◆ **WHAT NEEDS TO BE DONE**:
Scan the records for "margin". Show the matching lines.

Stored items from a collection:
--

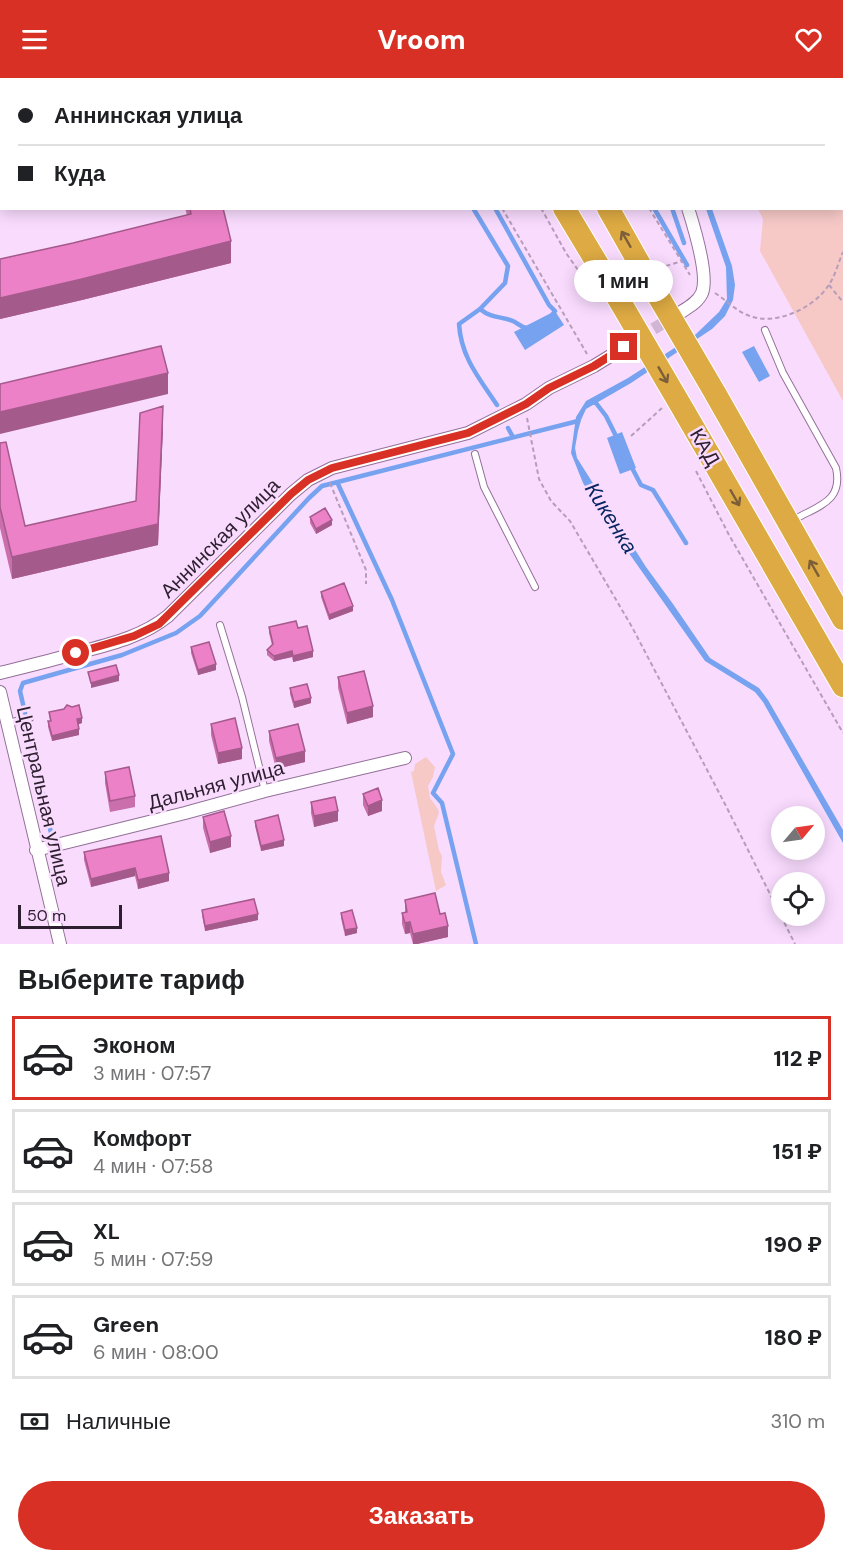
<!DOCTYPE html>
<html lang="ru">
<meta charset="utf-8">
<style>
:root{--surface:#fff;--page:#f2f2f2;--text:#202124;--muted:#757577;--line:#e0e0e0;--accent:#d93025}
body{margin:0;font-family:"DM Sans",sans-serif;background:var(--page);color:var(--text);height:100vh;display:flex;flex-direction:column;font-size:22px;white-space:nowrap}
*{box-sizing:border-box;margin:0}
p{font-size:20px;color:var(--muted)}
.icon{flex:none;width:33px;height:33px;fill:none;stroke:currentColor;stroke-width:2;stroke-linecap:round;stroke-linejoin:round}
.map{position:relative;height:866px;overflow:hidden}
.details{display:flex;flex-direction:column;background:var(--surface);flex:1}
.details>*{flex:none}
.banner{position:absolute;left:0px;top:0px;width:843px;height:132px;box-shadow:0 3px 15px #0003;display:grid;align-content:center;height:132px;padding:0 18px;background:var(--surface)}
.needle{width:39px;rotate:61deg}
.controls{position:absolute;left:771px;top:728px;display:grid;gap:12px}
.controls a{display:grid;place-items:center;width:54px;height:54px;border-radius:50%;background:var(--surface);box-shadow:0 3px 15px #0003;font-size:30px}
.scale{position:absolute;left:18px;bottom:15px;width:104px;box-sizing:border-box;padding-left:6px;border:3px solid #2d1f2f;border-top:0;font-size:16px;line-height:21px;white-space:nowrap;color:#2d1f2f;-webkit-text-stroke:4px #f9dbfe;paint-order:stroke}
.end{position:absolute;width:27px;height:27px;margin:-14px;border:8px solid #d93025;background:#fff;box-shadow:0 0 0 3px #fff}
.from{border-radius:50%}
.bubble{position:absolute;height:42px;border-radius:21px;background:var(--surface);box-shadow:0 3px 15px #0003;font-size:20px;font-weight:800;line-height:42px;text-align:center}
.banner b{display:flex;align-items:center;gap:21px;height:57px;font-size:22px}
.banner b+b{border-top:2px solid var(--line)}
.banner i{width:15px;height:15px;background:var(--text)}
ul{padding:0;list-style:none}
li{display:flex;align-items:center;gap:18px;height:84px;margin:0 12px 9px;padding:0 6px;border:3px solid var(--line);border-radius:0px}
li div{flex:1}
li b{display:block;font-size:22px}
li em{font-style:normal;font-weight:800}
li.current{border-color:var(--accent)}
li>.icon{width:54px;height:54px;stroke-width:1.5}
h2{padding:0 18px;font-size:27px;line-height:72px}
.pay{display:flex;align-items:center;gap:15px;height:66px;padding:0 18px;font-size:22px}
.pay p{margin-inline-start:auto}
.action{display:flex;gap:12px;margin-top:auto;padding:12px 18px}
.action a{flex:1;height:69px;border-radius:36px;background:var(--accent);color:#fff;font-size:24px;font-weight:800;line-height:69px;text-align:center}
header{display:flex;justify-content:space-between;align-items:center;height:78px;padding:0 18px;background:var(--accent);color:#fff;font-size:27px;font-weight:800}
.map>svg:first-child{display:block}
.green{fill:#f6c9c7}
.water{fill:#76a2f0}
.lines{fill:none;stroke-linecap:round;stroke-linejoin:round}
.stream{stroke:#76a2f0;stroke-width:4.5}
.minor-tunnel{stroke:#d0b5d5;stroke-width:12;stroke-dasharray:12 6;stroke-linecap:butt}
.service-casing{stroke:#937198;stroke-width:8}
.minor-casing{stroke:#937198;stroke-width:14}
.motorway-casing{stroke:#fff;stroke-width:24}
.path{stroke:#b69dba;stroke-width:2;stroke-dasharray:4.5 3;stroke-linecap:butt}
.service{stroke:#fff;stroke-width:6}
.minor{stroke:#fff;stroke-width:12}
.motorway{stroke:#ddaa43;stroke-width:22}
.motorway-bridge-casing{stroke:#fff;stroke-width:24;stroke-linecap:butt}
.motorway-bridge{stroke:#ddaa43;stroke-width:22}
.wall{fill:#cb6fac}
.shaded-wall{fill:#a55a8c}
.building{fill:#ec81c8;stroke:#a55a8c;stroke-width:1.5}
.oneway{stroke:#7c5e38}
.route{stroke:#d93025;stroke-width:8}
.labels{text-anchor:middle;stroke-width:5;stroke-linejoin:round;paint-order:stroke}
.street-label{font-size:20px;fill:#2d1f2f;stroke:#f9dbfe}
.water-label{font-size:21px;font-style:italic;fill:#072661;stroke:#f9dbfe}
</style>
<header><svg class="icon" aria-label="menu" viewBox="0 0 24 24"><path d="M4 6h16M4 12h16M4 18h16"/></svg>Vroom<svg class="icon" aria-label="heart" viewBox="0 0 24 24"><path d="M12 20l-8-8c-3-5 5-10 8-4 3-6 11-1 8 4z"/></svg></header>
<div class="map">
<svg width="843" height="866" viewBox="0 0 843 866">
<rect width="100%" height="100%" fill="#f9dbfe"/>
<path class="green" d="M 712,0 L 843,0 L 843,323 L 760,173 L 763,141 L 758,131 L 842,130 L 842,2 Z
M 426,679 L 435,689 L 433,699 L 428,708 L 430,720 L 438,731 L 439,735 L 434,748 L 439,772 L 442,778 L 441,794 L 446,807 L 436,813 L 411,694 L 414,693 L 415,686 Z"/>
<path class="water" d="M 706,131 L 712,131 L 732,188 L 735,207 L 733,222 L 725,238 L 712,251 L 631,305 L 586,331 L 581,342 L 578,353 L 575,370 L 577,380 L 646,489 L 673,526 L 710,580 L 759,610 L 768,622 L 843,752 L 843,765 L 763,624 L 755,614 L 705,583 L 614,454 L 583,405 L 571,375 L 576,339 L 586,323 L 628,300 L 696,256 L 719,234 L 727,221 L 726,189 Z
M 555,233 L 564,247 L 525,272 L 514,254 Z
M 754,268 L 770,298 L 759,304 L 742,274 Z
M 622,354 L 636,390 L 620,396 L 607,360 Z"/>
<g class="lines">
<path class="stream" d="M 398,0 L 399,2
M 421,0 L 421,2
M 574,0 L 575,2
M 623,0 L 623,2
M 842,123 L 843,123
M 473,130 L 508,188 L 505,205 L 480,231 L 459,246 C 461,279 479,300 497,327
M 495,130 L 549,227 L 555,233 L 552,237
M 654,130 L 687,187
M 672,130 L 684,165
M 480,231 C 492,241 501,238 513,243 C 519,246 520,249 527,250
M 591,324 L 596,325 L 606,338 L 617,360
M 508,350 L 513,359
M 630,386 L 641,407 L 653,412 L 686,465
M 338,406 L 392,522 L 453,676 L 433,715 L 442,725 L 476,866
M 25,635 L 20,613 L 23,605 L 122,577 L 176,555 L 200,538 L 309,420 L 322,408 L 578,343
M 27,645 L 51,755"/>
<path class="minor-tunnel" d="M 638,260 L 675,238"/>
<g class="service-casing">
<path id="service" d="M 765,252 L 783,295 L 836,390 C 843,422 821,427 797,440
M 475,376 L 484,409 L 535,509
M 220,547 L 242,619 L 265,713
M 8,645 L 30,640"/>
</g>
<g class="minor-casing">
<path id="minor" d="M 635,0 L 636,2
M 681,234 C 689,229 698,224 702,215 C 709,198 694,149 688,130
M 0,595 C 24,589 49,583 73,576 C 106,567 141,560 168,538 L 291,416 L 308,402 L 332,390 L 468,355 L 526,326 L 549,310 L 594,288 L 625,269
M 0,614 L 60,866
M 36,772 L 185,735 L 265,713 L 405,680"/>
</g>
<g class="motorway-casing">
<path id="motorway" d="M 484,0 L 485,2
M 533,0 L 534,2
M 564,130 L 612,210
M 608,130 L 643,192
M 715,315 L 843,541
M 684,333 L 843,608"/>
</g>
<path class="path" d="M 427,0 L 428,2
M 569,0 L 570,2
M 502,130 L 587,276
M 541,130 L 566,175 L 578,192
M 649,130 L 690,197
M 666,188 L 682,183
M 829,207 L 843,224
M 715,215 C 726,222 737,234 750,238 C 775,248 814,230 828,208 C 835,199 838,185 843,174
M 527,340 L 539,401 L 551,423 L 570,443 L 632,549 L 726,728 L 795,866
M 631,358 L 662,330
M 696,393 L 729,457 L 843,655
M 330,405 L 366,492 L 366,506"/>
<use href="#service" class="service"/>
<use href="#minor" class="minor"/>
<use href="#motorway" class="motorway"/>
<g class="motorway-bridge-casing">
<path id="motorway-bridge" d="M 643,192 L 715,315
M 612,210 L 684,333"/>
</g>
<use href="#motorway-bridge" class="motorway-bridge"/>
</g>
<path class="wall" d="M 185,130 L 223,130 L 231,185 L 82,222 L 0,241 L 0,181 L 73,165 L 187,137 Z
M 163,349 L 158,467 L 12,501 L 0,450 L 0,365 L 25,448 L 136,423 Z
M 310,439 L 332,447 L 316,456 L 310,445 Z
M 321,514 L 353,533 L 329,542 L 321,519 Z
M 269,549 L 298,550 L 313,579 L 293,584 L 292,579 L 274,583 L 267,577 L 267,572 L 272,567 L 269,555 Z
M 191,569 L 216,592 L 198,597 L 191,575 Z
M 338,599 L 373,639 L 347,646 L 338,610 Z
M 290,610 L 311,625 L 294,630 L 290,616 Z
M 49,634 L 82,645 L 78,646 L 79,657 L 52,663 L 48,649 L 48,643 L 50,643 Z
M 211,646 L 242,681 L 218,686 L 211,657 Z
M 269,653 L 305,684 L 276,691 L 269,663 Z
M 105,694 L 135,718 L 135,729 L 110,734 L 105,705 Z
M 363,716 L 382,733 L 368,738 L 363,727 Z
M 311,724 L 338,743 L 314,749 L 311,735 Z
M 203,739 L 231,769 L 210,775 L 203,750 Z
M 255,743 L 284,768 L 261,773 L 255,748 Z
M 84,774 L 169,803 L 138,811 L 135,798 L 91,809 L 84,782 Z
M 405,822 L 440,836 L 448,859 L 417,866 L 413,866 L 410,855 L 405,856 L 402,846 L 402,835 L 405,834 Z
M 202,832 L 258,842 L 205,853 L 202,837 Z
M 341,835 L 357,855 L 345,858 L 341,840 Z"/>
<path class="shaded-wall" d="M 0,84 L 2,84 L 2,105 L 0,105 Z
M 231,163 L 231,185 L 82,222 L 0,241 L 0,220 Z
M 168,295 L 168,316 L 0,356 L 0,334 Z
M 163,328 L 163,349 L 158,467 L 12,501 L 12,479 L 158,446 Z
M 332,442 L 332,447 L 316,456 L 316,451 Z
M 353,528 L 353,533 L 329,542 L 329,537 Z
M 292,573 L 292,579 L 274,583 L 274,578 Z
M 313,573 L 313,579 L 293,584 L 293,578 Z
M 216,586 L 216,592 L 198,597 L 198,592 Z
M 119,597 L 119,603 L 91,610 L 91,605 Z
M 311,620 L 311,625 L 294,630 L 294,624 Z
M 373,628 L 373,639 L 347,646 L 347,635 Z
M 82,640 L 82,645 L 77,647 L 77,641 Z
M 79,651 L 79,657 L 52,663 L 52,658 Z
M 242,670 L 242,681 L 218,686 L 218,675 Z
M 305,673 L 305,684 L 276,691 L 276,680 Z
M 382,722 L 382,733 L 368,738 L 368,728 Z
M 338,733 L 338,743 L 314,749 L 314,738 Z
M 231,758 L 231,769 L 210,775 L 210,764 Z
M 284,762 L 284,768 L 261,773 L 261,768 Z
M 135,790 L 135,798 L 91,809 L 91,801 Z
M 169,795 L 169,803 L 138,811 L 138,802 Z
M 258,836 L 258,842 L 205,853 L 205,848 Z
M 410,844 L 410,855 L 405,856 L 405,845 Z
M 448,848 L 448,859 L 417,866 L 413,866 L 413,856 Z
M 357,850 L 357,855 L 345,858 L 345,852 Z"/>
<path class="building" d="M 2,48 L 2,84 L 0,84 L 0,49 Z
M 190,130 L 223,130 L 231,163 L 82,201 L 0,220 L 0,181 L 73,165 L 191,136 Z
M 161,268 L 168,295 L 0,334 L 0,306 Z
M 163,328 L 158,446 L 12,479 L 0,429 L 0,365 L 6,364 L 25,448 L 136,423 L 140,335 Z
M 325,430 L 332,442 L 316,451 L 310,439 Z
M 344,505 L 353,528 L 329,537 L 321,514 Z
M 296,543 L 298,550 L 307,548 L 313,573 L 293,578 L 292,573 L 274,578 L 267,572 L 273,566 L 269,549 Z
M 209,564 L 216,586 L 198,592 L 191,569 Z
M 116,587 L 119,597 L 91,605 L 88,594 Z
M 364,593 L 373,628 L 347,635 L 338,599 Z
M 307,606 L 311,620 L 294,624 L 290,610 Z
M 67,627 L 72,629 L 79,627 L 82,640 L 77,641 L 79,651 L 52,658 L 48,643 L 51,643 L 49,634 L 64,631 Z
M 235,640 L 242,670 L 218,675 L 211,646 Z
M 298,646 L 305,673 L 276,680 L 269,653 Z
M 129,689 L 135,718 L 110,723 L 105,694 Z
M 378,710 L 382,722 L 368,728 L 363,716 Z
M 335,719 L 338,733 L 314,738 L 311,724 Z
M 224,733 L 231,758 L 210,764 L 203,739 Z
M 278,737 L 284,762 L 261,768 L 255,743 Z
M 161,758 L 169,795 L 138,802 L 135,790 L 91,801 L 84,774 Z
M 435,815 L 440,836 L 445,835 L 448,848 L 413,856 L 410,844 L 405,845 L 402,835 L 407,834 L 405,822 Z
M 254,821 L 258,836 L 205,848 L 202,832 Z
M 352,832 L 357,850 L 345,852 L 341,835 Z"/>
<defs><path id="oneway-shaft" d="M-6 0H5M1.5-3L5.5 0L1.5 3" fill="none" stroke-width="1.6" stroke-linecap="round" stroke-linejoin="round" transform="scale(1.5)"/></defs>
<g class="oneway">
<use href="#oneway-shaft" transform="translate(626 161) rotate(-120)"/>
<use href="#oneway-shaft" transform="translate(663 297) rotate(60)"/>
<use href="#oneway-shaft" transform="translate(735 420) rotate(60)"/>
<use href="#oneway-shaft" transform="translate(814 490) rotate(-120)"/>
</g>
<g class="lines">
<path class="route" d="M 76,575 L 134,558 L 159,546 L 291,416 L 308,402 L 332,390 L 468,355 L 526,326 L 549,310 L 594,288 L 624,269"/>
</g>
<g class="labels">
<g class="street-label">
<text transform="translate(705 369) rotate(60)" y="7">КАД</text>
<text transform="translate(220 460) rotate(-45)" y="7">Аннинская улица</text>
<text transform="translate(216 707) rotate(-15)" y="7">Дальняя улица</text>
<text transform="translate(44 718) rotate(77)" y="7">Центральная улица</text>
</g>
<g class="water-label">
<text transform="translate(611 440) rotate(58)" y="7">Кикенка</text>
</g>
</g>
</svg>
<div class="controls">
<a><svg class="needle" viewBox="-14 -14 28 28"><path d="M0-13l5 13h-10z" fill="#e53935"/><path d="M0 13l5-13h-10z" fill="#757577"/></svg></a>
<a><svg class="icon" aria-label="locate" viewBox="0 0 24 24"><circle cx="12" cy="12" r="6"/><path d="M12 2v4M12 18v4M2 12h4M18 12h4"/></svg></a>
</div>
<div class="scale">50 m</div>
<i class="end from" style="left:76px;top:575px"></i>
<i class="end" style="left:624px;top:269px"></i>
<div class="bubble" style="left:574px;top:182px;width:99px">1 мин</div>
<div class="banner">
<b><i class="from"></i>Аннинская улица</b>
<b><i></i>Куда</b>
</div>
</div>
<section class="details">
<h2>Выберите тариф</h2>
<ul>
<li class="current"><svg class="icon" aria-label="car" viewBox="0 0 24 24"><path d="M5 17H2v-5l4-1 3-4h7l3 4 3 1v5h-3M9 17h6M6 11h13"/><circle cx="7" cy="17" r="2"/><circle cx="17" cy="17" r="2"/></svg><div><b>Эконом</b><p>3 мин · 07:57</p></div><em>112 ₽</em></li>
<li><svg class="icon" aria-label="car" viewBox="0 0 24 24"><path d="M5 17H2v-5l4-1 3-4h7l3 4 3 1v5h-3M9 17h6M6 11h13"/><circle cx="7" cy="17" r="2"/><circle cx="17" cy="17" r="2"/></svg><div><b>Комфорт</b><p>4 мин · 07:58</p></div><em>151 ₽</em></li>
<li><svg class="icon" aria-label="car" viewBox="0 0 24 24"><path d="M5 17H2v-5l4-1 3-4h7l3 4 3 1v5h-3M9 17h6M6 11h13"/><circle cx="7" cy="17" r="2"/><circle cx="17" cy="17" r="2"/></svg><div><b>XL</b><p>5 мин · 07:59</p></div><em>190 ₽</em></li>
<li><svg class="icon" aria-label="car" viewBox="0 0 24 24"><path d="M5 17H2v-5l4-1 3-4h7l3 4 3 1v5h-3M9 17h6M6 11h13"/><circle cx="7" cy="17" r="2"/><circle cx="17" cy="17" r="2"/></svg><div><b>Green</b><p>6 мин · 08:00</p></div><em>180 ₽</em></li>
</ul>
<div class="pay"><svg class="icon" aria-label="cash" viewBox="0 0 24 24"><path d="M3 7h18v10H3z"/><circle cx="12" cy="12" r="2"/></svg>Наличные<p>310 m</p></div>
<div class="action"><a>Заказать</a></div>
</section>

--

◆ **EXERCISE OUTPUT**:
body{margin:0;font-family:"DM Sans",sans-serif;background:var(--page);color:var(--text);height:100vh;display:flex;flex-direction:column;font-size:22px;white-space:nowrap}
*{box-sizing:border-box;margin:0}
.end{position:absolute;width:27px;height:27px;margin:-14px;border:8px solid #d93025;background:#fff;box-shadow:0 0 0 3px #fff}
li{display:flex;align-items:center;gap:18px;height:84px;margin:0 12px 9px;padding:0 6px;border:3px solid var(--line);border-radius:0px}
.pay p{margin-inline-start:auto}
.action{display:flex;gap:12px;margin-top:auto;padding:12px 18px}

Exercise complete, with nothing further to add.